_WORK REQUEST_
In the listing below, find the line that contains "position:absolute; left:1230px; top:502px;" and the line that contains "margin:0; padding:0; list-style:none". Quote both and every line between them, exactly, and nothing more.

_STORED DATA_
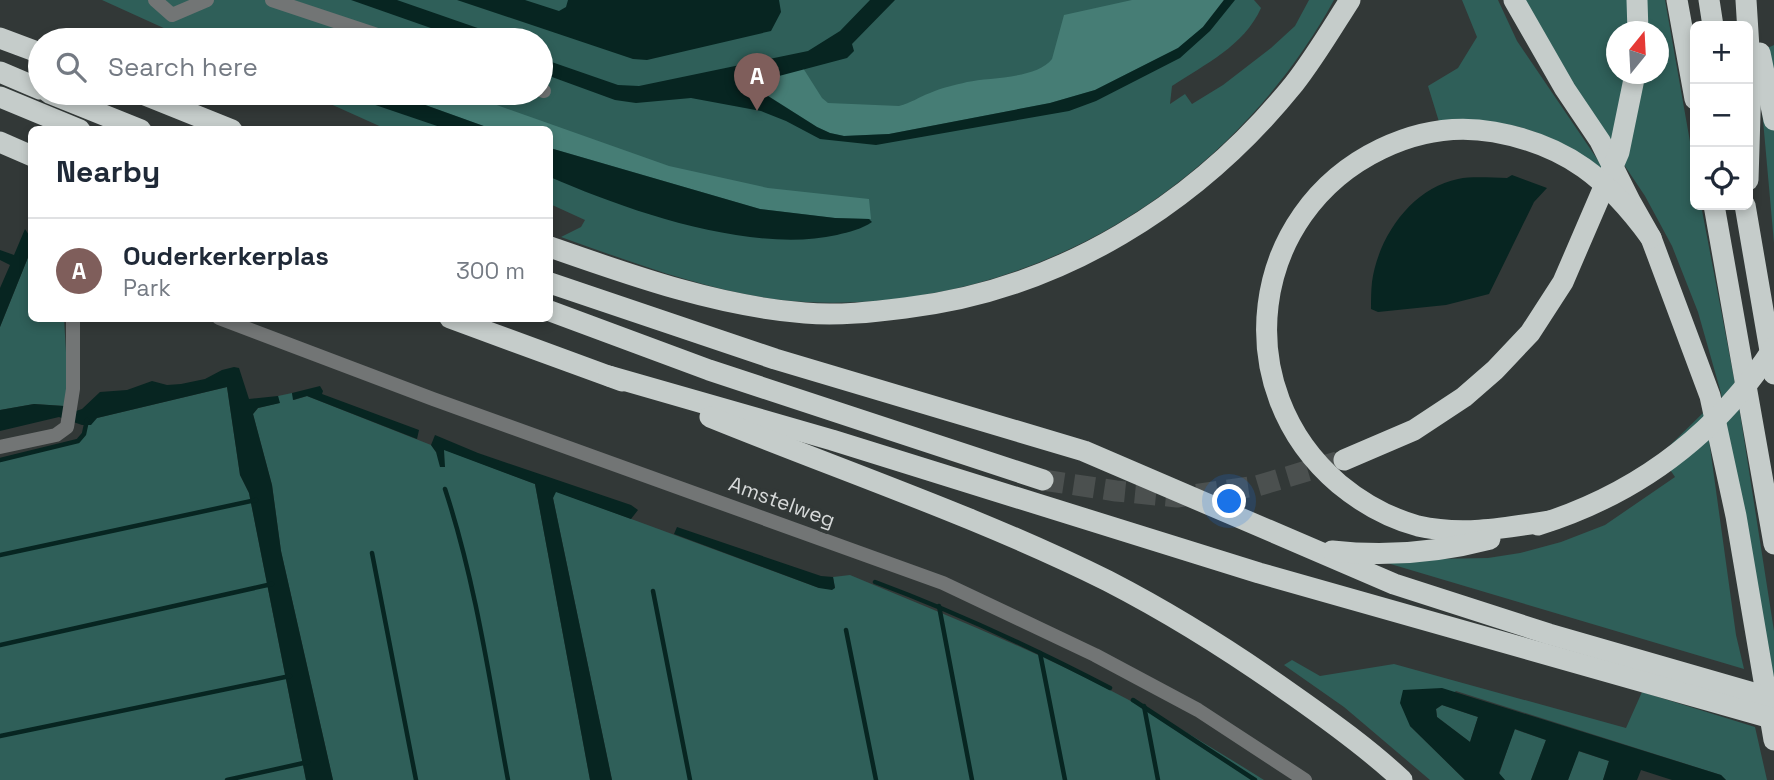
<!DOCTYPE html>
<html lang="en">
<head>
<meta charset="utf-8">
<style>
  body { margin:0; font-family:"Space Grotesk",sans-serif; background:#f6f6f7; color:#1f2937 }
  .controls { position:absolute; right:21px; top:21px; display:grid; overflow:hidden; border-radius:10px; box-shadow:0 4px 10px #0003 }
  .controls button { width:63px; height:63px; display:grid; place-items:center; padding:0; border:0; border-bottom:2px solid #e0e1e3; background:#fff; color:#1f2937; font:35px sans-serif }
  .compass { position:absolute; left:1606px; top:21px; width:63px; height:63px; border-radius:50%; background:#fff; box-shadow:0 4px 10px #0003; rotate:18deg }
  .you { position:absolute; left:1230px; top:502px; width:24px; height:24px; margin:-18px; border:5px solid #fff; border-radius:50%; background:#1a73e8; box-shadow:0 0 0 10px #1a73e833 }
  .badge { display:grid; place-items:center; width:46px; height:46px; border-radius:50%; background:#7f5e5b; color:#fff; font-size:23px; font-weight:700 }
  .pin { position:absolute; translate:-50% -58px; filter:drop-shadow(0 2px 4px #0008) }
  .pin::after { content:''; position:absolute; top:37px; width:24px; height:21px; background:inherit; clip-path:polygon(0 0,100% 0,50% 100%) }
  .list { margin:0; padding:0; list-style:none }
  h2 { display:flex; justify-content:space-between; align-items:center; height:91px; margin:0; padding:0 28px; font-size:30px }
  h2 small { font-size:23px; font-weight:400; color:#747a83 }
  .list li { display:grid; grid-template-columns:46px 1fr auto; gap:21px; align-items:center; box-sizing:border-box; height:105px; padding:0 28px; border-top:2px solid #e0e1e3 }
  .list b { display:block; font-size:26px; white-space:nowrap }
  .list p { margin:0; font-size:23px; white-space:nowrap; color:#747a83 }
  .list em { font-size:23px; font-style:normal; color:#747a83 }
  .icon { flex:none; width:38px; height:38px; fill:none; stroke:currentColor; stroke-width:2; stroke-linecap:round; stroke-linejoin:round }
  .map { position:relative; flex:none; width:1774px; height:780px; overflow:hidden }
  .search { position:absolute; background:#fff; box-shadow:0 4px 10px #0003; left:28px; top:28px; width:525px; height:77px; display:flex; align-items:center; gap:18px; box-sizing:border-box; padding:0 24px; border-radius:38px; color:#747a83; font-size:26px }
  .panel { position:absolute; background:#fff; box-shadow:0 4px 10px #0003; left:28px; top:126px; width:525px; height:196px; border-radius:10px }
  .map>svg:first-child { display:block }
  .green { fill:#2f5f59; fill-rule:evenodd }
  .forest { fill:#467d75 }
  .water { fill:#072521; fill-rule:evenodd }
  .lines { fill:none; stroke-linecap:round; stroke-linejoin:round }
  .stream { stroke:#072521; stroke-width:4.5 }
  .highway-tunnel { stroke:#4b504f; stroke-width:21; stroke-dasharray:21 10; stroke-linecap:butt }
  .street { stroke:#727575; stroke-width:14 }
  .highway { stroke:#c5ccca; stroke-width:21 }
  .labels { text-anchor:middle; stroke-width:7; stroke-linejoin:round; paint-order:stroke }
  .street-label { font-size:21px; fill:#d6d9d9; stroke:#323837 }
</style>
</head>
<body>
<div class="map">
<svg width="1774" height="780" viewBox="0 0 1774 780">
  <rect width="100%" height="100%" fill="#323837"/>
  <!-- green -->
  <g class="green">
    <path d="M102 0H1184L1203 27 1224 0H1254L1261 8C1244 46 1205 64 1172 86L1170 104 1185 94 1192 104 1223 85 1271 48 1295 26 1309 0H1334C1230 190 1024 313 806 302 725 298 637 264 561 237L581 227 585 220 550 204V130L386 129 306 93H541V40H190Z"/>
    <path d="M1462 0H1498L1517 41 1606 172C1572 146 1534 126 1490 122 1474 121 1456 124 1440 125L1428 86 1458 68 1477 37Z"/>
    <path d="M1523 0H1665L1695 170V205H1701L1737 394 1774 631V721L1721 393 1698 312 1672 246 1645 196 1590 114ZM1616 32H1658V74H1616Z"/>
    <path d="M1774 45V243L1757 53Z"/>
    <path d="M31 250 32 318 64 319 66 352 69 373 64 406 34 404 0 410V327Z"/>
    <path d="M227 387 240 475 249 493 306 780H0V460L78 441 87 425 97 418Z"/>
    <path d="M292 393 294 400 307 396 431 445 436 452 443 449 535 484 590 780H333L281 551 272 485 253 414 258 408 279 403 278 396Z"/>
    <path d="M1705 411 1736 635 1744 669 1377 560 1488 558 1520 553 1561 542 1605 525 1675 477 1660 455Z"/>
    <path d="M555 491 819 588H835L833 577 850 575C943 614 1038 651 1127 699 1174 724 1219 752 1264 780H612L553 498Z"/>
    <path d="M1292 660 1320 676 1394 664 1626 728 1642 692 1755 727 1767 780H1726L1721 775 1456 691 1410 726 1465 780H1430L1344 707 1284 665Z"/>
    <path d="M1442 705 1478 717 1470 742 1437 717 1436 709Z"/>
    <path d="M1514 729 1546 740 1531 780H1505L1499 775Z"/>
    <path d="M1578 751 1609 761 1603 780H1568Z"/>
  </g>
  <!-- forest -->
  <g class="forest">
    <path d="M1132 0H1224L1203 27 1178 48 1095 90 1050 103 889 134 844 136 830 133 817 127 748 83 803 68 822 98 828 103 899 106C911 103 919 97 930 93 941 88 955 85 967 82 990 77 1037 79 1052 59L1064 15Z"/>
    <path d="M392 93H463L669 166 768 188 869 199 871 219 835 218 760 209 550 148V130L492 129Z"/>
  </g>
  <!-- water -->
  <g class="water">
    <path d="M351 0H397L512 40H465Z"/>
    <path d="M457 0H525L559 11 566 7 568 0H779L781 12 771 31 647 60 633 59Z"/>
    <path d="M870 0H895L852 44 854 51 847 58 749 84 817 127 830 133 844 136 889 134 1050 103 1095 90 1178 48 1203 27 1224 0H1235L1210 31 1180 58 1096 101 1069 111 876 145 820 139 786 121 761 111 691 98 636 103 615 100 541 73 543 59 618 85 639 86 808 51 840 31Z"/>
    <path d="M340 93H392L492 129H446Z"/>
    <path d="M550 148 760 209 835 218 869 219 872 222C862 229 849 232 837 235 752 254 628 211 550 177Z"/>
    <path d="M1512 175 1547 188 1534 202 1489 294 1446 305 1378 312 1371 309C1371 300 1371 291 1372 282 1378 237 1412 188 1458 179 1473 176 1492 178 1507 178Z"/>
    <path d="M25 229 31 238V250L0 327V288L10 265 0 260V250L14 255Z"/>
    <path d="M234 367 239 368 249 399 278 396 280 403 258 408 253 414 272 485 281 551 333 780H306L249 493 240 475 227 387 97 418 91 425H82L59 417 0 431V410L34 404 64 406 76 411 82 409 100 392 127 390 152 381 167 385 181 384 205 379 222 370Z"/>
    <path d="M320 386 323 391 322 394 419 430 417 439 307 396 293 400 292 393Z"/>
    <path d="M435 435 478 453 631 505 638 510 631 519 556 492 553 498 612 780H590L535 484 444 450 445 467H440L436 452 431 445Z"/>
    <path d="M677 527 821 576 833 577 835 588 832 590 819 588 674 534Z"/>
    <path d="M1442 688 1721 775 1726 780H1672L1641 770 1637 780H1603L1609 761 1579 751 1568 780H1531L1546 740 1515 729 1499 773 1505 780H1465L1410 726 1400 703 1403 690ZM1442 705 1478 717 1470 742 1437 717 1436 709Z"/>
  </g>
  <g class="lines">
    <!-- stream -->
    <g class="stream">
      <path d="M0 460 78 441 84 434 87 420"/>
      <path d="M445 489C476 583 490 683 508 780"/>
      <path d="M372 553 416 780"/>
      <path d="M0 555 256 500"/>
      <path d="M875 582C956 612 1033 648 1110 688"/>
      <path d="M653 591 690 780"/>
      <path d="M939 606 972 780"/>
      <path d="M846 630 876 780"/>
      <path d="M0 645 272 584"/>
      <path d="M1040 653 1065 780"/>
      <path d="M1133 700 1255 780"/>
      <path d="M1144 706 1158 780"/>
      <path d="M0 736 290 676"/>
      <path d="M227 780 308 762"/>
    </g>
    <!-- highway-tunnel -->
    <path class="highway-tunnel" d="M1043 480 1116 491 1177 497 1257 486 1340 461"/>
    <!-- street -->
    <g class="street">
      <path d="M155 0 172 15 207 0"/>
      <path d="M272 0 392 40"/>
      <path d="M541 90 544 91"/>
      <path d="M219 318 433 399 943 583 1095 655 1198 710 1305 780"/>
      <path d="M0 447 56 435 67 427 73 389V318"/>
    </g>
    <!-- highway -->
    <g class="highway">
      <path d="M1514 0 1565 89 1600 141 1630 201 1651 238 1710 396 1736 516 1774 740"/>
      <path d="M1637 0 1638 32"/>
      <path d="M1677 0 1695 99"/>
      <path d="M1709 0 1713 26"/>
      <path d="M1746 0 1751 81 1748 180"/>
      <path d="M0 38 40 53"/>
      <path d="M1760 53 1774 120"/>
      <path d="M0 72 40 89"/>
      <path d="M49 93 141 130"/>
      <path d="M140 93 232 130"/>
      <path d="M0 97 80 130"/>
      <path d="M0 142 32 156"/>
      <path d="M1714 205 1774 544"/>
      <path d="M1745 205 1774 374"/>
      <path d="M550 247C633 276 717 306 805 313 838 316 873 312 905 308 1060 290 1197 204 1294 84 1315 57 1332 28 1350 0"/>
      <path d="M550 283 775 359 1084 451 1394 584 1549 634 1774 699"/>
      <path d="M550 311 709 370 1043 480"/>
      <path d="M450 318 622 381"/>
      <path d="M609 376 832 440 1259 573 1774 719"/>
      <path d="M710 417C843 471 979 517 1108 581 1172 614 1234 653 1293 695 1330 721 1369 749 1402 780"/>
      <path d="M1344 460 1414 430 1464 397 1495 370 1530 333 1563 282 1619 152 1635 74"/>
      <path d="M1549 521C1505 528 1462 536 1418 526 1389 518 1362 503 1339 484 1227 389 1248 213 1381 149 1416 132 1455 125 1494 132 1567 145 1608 179 1651 238"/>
      <path d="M1538 525C1637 494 1717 434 1774 347"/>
      <path d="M1332 551C1386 557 1437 553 1490 539"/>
    </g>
  </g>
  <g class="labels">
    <!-- street labels -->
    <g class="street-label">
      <text transform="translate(782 502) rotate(20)" y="7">Amstelweg</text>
    </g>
  </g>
</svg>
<div class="controls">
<button>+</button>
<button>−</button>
<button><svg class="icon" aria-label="locate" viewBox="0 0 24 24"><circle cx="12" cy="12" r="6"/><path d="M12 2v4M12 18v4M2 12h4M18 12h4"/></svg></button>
</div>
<svg class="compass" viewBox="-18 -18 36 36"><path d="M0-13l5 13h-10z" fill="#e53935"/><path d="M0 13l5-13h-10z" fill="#747a83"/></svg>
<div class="you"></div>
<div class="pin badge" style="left:757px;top:111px">A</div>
<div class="search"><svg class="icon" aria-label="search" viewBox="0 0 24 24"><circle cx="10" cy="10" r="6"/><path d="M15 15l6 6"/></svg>Search here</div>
<section class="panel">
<h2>Nearby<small></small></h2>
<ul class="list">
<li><span class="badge">A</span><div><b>Ouderkerkerplas</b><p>Park</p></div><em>300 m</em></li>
</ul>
</section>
</div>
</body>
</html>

_PROBLEM SOLUTION_
  .you { position:absolute; left:1230px; top:502px; width:24px; height:24px; margin:-18px; border:5px solid #fff; border-radius:50%; background:#1a73e8; box-shadow:0 0 0 10px #1a73e833 }
  .badge { display:grid; place-items:center; width:46px; height:46px; border-radius:50%; background:#7f5e5b; color:#fff; font-size:23px; font-weight:700 }
  .pin { position:absolute; translate:-50% -58px; filter:drop-shadow(0 2px 4px #0008) }
  .pin::after { content:''; position:absolute; top:37px; width:24px; height:21px; background:inherit; clip-path:polygon(0 0,100% 0,50% 100%) }
  .list { margin:0; padding:0; list-style:none }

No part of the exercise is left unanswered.